You seem to be switching between what to do and what not to do on each of these. Very confusing. You need to be more consistent or people will end up doing the wrong things.
For example, number 10 is phrased as a bad practice. Number 1. says “Do not use your own statement cache”. So you are saying it’s a bad practice to not use my own statement cache? That’s not what the description says.
WTF?
Dear Anonymous,
Thanks for your contribution to this discussion, I am sure. However, I would like to ask two things of you:
– could you please add your name to your contribution? If you feel inclined to making such strong statements, at least have the courtesy to make yourself be known
– could you please substantiate your comments on the Oracle JDBC drivers? I am not saying you are wrong in the statements you are making – though I by no means support them – but I feel that some prove or corroborating sources would be in order. So please write another comment in which you go into more detail about your personal experiences with the Oracle JDBC drivers that have made you voice your opinion.

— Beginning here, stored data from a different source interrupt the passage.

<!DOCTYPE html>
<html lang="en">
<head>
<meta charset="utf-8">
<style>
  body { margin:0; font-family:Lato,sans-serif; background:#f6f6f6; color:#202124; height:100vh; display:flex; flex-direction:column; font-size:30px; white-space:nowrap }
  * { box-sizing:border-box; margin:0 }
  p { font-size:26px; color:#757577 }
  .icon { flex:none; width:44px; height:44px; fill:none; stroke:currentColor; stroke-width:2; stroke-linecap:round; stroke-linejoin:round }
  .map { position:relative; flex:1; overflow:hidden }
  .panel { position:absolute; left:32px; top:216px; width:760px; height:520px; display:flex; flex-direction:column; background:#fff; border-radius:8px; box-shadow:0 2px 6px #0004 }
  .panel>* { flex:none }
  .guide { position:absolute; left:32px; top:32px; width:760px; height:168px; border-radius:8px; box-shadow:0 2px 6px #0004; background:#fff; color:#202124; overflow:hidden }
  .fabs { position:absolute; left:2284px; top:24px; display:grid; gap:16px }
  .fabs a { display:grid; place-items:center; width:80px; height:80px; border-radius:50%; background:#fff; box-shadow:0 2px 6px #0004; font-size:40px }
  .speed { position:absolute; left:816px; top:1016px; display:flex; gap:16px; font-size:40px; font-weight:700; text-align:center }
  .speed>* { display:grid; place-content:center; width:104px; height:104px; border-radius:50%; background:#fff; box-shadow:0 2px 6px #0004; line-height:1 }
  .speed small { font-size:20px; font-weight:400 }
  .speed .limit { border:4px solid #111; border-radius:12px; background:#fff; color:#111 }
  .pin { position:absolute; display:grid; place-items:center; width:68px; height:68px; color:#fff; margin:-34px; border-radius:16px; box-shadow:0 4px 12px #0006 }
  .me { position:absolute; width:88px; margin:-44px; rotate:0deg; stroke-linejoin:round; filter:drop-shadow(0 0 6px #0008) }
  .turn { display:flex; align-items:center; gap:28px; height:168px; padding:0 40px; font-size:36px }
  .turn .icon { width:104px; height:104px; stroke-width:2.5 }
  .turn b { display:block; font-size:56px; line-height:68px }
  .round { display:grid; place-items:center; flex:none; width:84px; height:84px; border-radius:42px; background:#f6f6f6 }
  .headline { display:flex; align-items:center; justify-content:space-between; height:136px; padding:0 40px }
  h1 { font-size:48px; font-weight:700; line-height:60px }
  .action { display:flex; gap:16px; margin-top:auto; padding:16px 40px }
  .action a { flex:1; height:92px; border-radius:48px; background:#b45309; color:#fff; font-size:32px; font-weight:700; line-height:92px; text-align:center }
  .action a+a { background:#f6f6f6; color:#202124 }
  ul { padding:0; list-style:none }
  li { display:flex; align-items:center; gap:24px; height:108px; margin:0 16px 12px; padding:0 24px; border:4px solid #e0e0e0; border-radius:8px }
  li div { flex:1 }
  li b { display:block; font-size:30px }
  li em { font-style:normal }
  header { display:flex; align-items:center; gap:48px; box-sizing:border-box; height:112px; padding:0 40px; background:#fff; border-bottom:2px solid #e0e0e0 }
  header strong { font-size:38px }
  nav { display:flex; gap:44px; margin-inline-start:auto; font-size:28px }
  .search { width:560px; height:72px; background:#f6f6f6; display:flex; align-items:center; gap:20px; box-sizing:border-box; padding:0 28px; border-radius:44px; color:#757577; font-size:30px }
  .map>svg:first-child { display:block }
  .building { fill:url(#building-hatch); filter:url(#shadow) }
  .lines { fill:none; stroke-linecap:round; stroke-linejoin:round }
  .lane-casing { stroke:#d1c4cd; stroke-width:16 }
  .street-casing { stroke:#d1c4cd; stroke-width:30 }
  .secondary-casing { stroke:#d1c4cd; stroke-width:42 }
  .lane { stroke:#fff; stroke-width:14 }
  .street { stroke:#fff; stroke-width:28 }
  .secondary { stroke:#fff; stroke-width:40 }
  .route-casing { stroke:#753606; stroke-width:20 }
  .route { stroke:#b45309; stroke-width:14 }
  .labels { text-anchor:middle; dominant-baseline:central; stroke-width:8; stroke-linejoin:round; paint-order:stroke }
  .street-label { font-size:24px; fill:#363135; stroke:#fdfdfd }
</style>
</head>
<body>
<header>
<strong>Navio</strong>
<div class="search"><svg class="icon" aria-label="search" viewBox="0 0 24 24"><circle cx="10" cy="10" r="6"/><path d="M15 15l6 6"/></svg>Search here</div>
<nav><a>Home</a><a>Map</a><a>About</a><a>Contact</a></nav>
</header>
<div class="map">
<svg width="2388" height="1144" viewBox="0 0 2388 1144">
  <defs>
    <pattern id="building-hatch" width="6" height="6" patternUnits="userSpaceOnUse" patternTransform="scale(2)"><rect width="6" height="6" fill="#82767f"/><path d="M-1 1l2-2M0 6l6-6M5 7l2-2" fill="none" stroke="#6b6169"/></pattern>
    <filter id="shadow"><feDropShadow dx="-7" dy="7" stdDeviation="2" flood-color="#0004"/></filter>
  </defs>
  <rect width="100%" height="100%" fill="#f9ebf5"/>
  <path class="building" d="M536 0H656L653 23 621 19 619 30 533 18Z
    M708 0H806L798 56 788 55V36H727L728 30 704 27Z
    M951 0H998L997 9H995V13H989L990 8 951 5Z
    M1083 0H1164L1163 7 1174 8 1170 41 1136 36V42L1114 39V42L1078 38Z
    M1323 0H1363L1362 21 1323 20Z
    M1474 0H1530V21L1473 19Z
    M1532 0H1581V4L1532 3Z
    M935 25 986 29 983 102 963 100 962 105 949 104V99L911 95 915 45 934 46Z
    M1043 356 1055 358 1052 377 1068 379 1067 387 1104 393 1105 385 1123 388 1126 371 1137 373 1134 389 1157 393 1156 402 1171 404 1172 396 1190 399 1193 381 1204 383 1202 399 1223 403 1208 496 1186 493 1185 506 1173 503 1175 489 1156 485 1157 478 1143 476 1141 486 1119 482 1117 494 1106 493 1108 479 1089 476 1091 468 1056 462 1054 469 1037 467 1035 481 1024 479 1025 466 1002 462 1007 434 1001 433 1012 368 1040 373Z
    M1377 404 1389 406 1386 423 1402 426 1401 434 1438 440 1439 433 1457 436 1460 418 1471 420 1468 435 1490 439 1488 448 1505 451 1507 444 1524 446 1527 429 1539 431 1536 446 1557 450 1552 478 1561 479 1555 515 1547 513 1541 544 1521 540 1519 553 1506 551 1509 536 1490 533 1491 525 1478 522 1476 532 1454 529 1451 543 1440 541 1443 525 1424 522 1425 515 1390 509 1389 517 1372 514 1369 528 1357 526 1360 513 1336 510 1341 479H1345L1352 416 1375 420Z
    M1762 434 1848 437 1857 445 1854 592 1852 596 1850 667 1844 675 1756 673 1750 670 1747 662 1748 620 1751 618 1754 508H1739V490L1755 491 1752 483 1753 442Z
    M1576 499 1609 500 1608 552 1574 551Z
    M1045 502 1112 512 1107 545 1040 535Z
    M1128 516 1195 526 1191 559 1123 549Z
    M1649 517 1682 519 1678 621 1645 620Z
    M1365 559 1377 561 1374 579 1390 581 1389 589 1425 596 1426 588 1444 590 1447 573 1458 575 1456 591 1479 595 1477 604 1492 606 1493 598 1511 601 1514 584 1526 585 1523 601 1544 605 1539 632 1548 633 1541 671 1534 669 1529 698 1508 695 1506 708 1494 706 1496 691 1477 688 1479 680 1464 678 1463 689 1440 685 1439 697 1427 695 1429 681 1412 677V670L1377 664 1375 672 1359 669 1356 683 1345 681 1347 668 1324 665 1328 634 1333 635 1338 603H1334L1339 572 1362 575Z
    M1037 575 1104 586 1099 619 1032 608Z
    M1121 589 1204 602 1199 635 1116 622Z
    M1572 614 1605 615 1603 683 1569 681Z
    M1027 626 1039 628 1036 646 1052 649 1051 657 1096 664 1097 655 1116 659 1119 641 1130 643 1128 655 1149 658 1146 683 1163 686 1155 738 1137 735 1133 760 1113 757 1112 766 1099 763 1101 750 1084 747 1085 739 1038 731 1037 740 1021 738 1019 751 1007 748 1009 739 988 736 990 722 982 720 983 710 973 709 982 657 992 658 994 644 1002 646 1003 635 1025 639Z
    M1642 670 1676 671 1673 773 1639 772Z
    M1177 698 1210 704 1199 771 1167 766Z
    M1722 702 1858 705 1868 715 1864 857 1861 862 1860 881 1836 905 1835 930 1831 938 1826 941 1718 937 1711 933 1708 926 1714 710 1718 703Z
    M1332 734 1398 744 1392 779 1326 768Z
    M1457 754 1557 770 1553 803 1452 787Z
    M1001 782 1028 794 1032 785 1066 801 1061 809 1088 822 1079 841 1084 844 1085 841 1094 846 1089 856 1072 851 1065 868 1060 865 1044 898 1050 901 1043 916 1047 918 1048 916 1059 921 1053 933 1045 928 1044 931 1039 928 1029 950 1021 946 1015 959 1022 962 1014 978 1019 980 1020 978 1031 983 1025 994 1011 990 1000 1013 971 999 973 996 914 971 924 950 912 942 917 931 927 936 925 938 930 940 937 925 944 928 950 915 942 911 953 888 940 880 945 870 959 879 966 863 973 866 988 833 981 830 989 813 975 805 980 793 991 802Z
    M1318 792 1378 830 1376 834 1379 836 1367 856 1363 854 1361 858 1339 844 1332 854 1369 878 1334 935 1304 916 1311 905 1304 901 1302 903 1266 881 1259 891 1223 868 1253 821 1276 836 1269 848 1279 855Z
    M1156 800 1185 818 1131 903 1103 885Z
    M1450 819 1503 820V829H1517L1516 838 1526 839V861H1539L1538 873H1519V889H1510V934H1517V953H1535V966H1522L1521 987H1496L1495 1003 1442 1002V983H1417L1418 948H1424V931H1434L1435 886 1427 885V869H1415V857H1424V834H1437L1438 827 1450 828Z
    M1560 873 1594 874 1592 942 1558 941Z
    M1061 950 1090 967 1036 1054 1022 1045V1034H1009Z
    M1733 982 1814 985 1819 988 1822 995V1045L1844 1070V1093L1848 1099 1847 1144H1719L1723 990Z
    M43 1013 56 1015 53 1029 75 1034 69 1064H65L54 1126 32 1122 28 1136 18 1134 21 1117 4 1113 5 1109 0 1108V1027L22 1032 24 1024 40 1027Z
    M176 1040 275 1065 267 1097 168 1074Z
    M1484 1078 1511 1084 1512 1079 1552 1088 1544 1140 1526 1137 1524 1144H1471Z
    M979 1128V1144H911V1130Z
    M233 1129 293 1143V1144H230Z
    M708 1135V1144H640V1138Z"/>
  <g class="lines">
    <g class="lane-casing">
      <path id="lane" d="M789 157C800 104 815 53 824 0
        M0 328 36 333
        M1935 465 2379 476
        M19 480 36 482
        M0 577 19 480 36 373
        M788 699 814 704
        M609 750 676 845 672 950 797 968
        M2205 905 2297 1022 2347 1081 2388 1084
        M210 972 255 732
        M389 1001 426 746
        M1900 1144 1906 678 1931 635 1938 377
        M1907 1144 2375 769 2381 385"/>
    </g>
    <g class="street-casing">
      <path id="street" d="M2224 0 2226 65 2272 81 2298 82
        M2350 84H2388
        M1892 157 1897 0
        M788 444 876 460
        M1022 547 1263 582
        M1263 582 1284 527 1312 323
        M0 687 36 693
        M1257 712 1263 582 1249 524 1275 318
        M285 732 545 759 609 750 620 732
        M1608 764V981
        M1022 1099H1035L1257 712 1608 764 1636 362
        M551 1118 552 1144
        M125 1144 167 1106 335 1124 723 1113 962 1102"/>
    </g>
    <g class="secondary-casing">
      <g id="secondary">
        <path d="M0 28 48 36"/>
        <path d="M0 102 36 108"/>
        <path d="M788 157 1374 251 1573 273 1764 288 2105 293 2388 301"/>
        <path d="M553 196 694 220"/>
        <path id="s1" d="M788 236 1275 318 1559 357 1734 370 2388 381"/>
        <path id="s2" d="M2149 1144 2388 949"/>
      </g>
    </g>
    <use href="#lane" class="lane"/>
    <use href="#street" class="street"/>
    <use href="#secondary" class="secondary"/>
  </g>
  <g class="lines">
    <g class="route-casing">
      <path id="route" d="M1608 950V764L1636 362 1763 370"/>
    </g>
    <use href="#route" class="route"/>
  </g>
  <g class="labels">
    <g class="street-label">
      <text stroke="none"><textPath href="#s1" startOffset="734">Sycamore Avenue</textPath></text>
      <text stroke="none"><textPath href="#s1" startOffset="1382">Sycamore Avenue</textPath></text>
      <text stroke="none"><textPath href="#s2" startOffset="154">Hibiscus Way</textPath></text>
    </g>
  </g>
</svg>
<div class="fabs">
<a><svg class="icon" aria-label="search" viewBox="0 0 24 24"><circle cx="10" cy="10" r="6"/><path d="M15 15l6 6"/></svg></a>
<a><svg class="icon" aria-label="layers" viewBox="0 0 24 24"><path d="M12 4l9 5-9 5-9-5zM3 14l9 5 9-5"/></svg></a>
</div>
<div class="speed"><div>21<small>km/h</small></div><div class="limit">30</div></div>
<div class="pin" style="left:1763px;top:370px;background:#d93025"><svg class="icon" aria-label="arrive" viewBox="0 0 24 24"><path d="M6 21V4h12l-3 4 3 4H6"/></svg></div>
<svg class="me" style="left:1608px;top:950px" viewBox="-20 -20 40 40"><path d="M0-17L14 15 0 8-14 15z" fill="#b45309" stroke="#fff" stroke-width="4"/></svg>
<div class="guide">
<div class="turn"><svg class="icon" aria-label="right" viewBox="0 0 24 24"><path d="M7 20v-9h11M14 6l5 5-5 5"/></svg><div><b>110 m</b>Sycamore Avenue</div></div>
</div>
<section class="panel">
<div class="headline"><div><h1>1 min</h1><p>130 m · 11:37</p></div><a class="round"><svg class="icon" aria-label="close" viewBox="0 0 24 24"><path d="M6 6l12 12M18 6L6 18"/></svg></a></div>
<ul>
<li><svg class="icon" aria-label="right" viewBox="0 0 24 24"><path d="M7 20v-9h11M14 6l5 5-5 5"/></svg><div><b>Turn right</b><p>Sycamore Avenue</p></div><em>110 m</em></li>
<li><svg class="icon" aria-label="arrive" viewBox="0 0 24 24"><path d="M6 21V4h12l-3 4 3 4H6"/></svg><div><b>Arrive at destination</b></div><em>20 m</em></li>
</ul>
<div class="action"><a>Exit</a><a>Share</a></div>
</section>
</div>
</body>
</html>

I am afraid that anonymous comments are not the way to go on our weblog. If you for whatever reason choose to not come forward, I will have to remove your comment from the blog.
best regards,
Lucas
I can’t wait for the SQLXML and XMLType support. However, you can use the XMLType with the thin driver, although it’s use limited :
to select :
oracle.xdb.XMLType xml = XMLType.createXML(ors.getOPAQUE(1));
oracle.xml.parser.v2.XMLDocument = (XMLDocument)xml.getDOM();
to save :
XMLType xml = new XMLType(conn, doc);
OraclePreparedStatement pstmt = (OraclePreparedStatement) conn.prepareStatement(“insert into xmltable values (?)”);
pstmt.setObject(1, xml);
int nInserted = pstmt.executeUpdate();
Are you saying that String named arguments are ok to use or do we have to switch to the question mark notation? We’re using the Spring NamedParameterJdbcTemplate in our project. Working with named parameters is much safer than working with the question marks. And we don’t want to switch back to the question mark notation 😉
Nice information ;o)
Thanks
I find it highly amusing that Oracle would be pontificating about JDBC best practices when their JDBC drivers have consistently been amongst the worst in the industry (worst in virtually any dimension you care to name – spec compliance, performance, backwards compatibility etc. etc.).
About the most charitable thing I can say about the Oracle JDBC drivers is that they’re an excellent cautionary tale for other JDBC driver development teams.